There is no interest in the massacre in Peru for the same reason for the feverish enthusiasm in the corporate media that resolutely refused to look at two stolen elections in the United States.
Twitter does allow a person to write in farsi:
میرحسین موسوی/به احقاق حقوق خود امیدوار باشید/همچنان به پرهیز ازخشونت پایبند بمانید http://ghalamnews.ir/news-2... #IranElection
This comment contains Persian text, written from right to left with some letters joined. Without proper rendering support, you may see unjoined Perso-Arabic letters written left-to-right, instead of right-to-left or other symbols instead of Perso-Arabic script. Depending on whether Commondreams.org (and/or your personal computer depending on the system you run and what country you're in) has the language script installed, the above message will either be in the proper or near-proper script, or a bunch of question marks.
The above message is from Twitter, at http://twitter.com/mousavi1388. My spouse and I have been subscribing to numerous twitter feeds in both farsi and english. Twitter does accept input in Farsi. She has written in Twitter in farsi.
While the U.S. media is likely to tire of this story some day, it is also important to point out that, yes, it does ignore a lot of other things going on such as what's happening in Peru. I think a lot of us here can find common ground in suggesting people find their information from a much wider pool than U.S. sources. Living abroad, I find this comes more naturally than while in the U.S. However, non-U.S. news is accessable in the U.S. which does not have the firewalls adopted by China, Iran, Burma, etc. You just have to seek it out.

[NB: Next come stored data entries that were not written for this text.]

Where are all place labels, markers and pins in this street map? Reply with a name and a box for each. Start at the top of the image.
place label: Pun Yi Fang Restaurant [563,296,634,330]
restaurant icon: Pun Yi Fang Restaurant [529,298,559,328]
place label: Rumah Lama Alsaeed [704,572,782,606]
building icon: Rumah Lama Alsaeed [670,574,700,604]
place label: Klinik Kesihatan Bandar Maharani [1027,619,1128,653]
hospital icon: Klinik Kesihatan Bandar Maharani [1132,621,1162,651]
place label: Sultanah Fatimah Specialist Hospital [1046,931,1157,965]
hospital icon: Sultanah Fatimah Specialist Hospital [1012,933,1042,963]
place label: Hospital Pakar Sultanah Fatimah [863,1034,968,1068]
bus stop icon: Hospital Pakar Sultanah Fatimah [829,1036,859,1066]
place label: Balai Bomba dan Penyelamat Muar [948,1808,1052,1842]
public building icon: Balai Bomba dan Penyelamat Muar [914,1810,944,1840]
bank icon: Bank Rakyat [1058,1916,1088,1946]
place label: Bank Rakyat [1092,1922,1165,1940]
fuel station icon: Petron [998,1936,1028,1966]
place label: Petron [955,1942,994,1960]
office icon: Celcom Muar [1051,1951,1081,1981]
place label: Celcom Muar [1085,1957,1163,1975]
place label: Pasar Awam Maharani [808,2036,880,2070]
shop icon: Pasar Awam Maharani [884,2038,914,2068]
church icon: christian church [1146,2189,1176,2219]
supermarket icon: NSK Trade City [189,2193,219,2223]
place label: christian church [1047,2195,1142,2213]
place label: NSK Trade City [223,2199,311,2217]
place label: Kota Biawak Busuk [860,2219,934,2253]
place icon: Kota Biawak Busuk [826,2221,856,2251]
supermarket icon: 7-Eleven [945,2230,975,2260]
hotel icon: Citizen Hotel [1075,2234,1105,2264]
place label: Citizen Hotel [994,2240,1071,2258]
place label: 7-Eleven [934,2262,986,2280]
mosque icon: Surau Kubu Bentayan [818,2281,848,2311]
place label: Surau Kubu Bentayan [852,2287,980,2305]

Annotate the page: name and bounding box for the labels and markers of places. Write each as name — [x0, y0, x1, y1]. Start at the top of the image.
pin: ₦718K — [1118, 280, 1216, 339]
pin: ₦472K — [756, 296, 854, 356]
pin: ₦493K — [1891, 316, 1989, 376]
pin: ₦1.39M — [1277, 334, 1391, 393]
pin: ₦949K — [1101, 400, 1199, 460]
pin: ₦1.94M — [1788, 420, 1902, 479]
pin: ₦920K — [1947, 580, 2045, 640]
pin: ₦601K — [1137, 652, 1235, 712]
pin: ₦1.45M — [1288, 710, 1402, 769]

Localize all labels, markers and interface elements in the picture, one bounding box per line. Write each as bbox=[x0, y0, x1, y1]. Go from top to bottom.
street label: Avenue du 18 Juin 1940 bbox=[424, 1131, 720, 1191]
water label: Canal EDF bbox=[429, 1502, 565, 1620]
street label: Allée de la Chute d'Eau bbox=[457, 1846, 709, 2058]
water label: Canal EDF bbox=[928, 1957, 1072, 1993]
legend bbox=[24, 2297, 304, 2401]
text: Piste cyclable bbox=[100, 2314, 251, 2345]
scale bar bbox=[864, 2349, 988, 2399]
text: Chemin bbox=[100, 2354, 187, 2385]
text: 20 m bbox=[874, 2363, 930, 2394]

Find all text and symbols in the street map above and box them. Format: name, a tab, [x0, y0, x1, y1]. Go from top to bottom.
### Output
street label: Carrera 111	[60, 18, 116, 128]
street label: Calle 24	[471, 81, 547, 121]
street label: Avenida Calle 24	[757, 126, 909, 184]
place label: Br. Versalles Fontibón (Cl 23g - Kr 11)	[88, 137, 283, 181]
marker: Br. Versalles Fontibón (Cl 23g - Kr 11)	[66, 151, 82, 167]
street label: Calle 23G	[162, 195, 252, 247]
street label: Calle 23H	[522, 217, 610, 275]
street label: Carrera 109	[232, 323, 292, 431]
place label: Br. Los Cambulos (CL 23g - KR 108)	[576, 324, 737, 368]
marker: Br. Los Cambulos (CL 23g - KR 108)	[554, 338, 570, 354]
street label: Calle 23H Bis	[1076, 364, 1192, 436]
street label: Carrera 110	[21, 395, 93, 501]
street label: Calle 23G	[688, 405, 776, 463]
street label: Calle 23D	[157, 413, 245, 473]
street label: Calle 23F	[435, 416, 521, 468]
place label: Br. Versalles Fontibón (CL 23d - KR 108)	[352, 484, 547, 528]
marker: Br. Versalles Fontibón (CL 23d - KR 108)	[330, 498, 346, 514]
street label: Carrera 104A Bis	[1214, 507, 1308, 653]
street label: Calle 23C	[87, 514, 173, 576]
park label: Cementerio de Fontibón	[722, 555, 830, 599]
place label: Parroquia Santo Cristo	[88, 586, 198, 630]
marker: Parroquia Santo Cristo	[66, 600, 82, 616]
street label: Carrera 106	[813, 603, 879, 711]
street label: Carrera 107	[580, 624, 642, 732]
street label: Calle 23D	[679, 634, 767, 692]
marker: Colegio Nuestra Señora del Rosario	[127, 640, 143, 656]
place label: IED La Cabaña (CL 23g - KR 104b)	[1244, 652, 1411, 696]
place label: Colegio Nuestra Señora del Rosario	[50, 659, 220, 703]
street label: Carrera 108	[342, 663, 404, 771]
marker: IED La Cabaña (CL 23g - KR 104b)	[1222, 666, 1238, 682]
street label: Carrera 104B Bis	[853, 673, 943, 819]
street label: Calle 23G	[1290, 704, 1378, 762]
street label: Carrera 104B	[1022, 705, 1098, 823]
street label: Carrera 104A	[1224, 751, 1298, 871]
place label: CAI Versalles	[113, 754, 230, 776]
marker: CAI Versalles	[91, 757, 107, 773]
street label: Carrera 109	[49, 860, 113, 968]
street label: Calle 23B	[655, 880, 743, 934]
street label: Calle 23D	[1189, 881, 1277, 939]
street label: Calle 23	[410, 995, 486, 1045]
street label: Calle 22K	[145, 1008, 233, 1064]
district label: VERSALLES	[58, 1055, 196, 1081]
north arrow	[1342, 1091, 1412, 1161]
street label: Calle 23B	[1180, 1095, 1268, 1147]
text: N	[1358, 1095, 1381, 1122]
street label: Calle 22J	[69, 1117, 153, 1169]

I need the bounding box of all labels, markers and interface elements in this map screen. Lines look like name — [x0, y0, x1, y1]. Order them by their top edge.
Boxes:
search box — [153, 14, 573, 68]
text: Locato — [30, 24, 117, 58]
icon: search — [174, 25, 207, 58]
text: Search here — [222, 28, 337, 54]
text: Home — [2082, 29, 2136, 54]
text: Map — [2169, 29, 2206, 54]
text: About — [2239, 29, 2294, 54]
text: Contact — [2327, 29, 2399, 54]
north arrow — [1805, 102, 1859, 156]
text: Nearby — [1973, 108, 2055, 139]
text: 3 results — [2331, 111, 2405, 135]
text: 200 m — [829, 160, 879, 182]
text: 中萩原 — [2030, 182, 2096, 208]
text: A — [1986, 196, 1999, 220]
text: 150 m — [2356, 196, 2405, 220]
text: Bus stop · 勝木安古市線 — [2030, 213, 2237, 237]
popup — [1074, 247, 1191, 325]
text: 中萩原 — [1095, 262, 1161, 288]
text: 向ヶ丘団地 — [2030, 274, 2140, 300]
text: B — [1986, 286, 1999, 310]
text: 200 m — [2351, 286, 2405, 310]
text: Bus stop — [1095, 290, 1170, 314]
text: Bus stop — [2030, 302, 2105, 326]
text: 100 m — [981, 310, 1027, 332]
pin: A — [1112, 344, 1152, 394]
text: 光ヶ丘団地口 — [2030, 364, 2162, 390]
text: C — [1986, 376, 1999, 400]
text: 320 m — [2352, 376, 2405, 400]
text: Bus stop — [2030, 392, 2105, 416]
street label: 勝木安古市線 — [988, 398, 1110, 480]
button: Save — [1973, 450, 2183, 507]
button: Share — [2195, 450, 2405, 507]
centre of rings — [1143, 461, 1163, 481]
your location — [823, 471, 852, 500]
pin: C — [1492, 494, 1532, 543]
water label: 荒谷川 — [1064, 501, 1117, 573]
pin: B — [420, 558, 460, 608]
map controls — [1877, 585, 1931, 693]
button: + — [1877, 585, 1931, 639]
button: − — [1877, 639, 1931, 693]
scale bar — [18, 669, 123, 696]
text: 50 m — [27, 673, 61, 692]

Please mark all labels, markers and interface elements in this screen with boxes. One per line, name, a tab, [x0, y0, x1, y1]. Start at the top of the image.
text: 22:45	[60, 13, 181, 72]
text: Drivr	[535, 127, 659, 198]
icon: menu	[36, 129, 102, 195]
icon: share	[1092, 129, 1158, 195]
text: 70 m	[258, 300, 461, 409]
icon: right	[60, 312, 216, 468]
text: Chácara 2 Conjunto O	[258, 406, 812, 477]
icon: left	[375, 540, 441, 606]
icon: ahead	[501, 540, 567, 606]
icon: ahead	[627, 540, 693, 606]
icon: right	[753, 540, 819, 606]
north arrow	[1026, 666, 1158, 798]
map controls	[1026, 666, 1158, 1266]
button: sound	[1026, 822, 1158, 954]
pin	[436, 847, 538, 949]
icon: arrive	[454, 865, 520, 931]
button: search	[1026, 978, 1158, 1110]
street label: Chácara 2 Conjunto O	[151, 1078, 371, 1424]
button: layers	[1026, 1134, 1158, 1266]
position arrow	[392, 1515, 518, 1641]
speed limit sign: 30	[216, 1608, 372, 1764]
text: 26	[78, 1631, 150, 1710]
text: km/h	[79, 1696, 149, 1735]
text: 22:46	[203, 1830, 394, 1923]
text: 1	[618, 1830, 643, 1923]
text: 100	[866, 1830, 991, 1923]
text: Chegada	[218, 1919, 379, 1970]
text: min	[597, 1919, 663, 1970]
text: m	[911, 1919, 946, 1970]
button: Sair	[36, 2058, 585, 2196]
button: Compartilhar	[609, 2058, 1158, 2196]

Please share sites you know of that followed through about the massacres in Peru and have dedicated as much time and emphasis as what has been dedicated to the goings-on in Iran. Thanks in advance
Do you know Spanish? It might help. You seen pretty concerned about what's goig on in PEru. Why not share with the rest of people here where you get your information? I have family in Iran and so, yes, I guess I pay a little more attention to it. It's really not my responsibility or fault that the rest of the world has decided to pay attention to it right exactly now. I note that the most recent coverage runs up through about June 19th. If you want to see more on it out there, get to it. Write about it. If you want to promote news about what's going on in Peru, do that. Why flog it off on other people?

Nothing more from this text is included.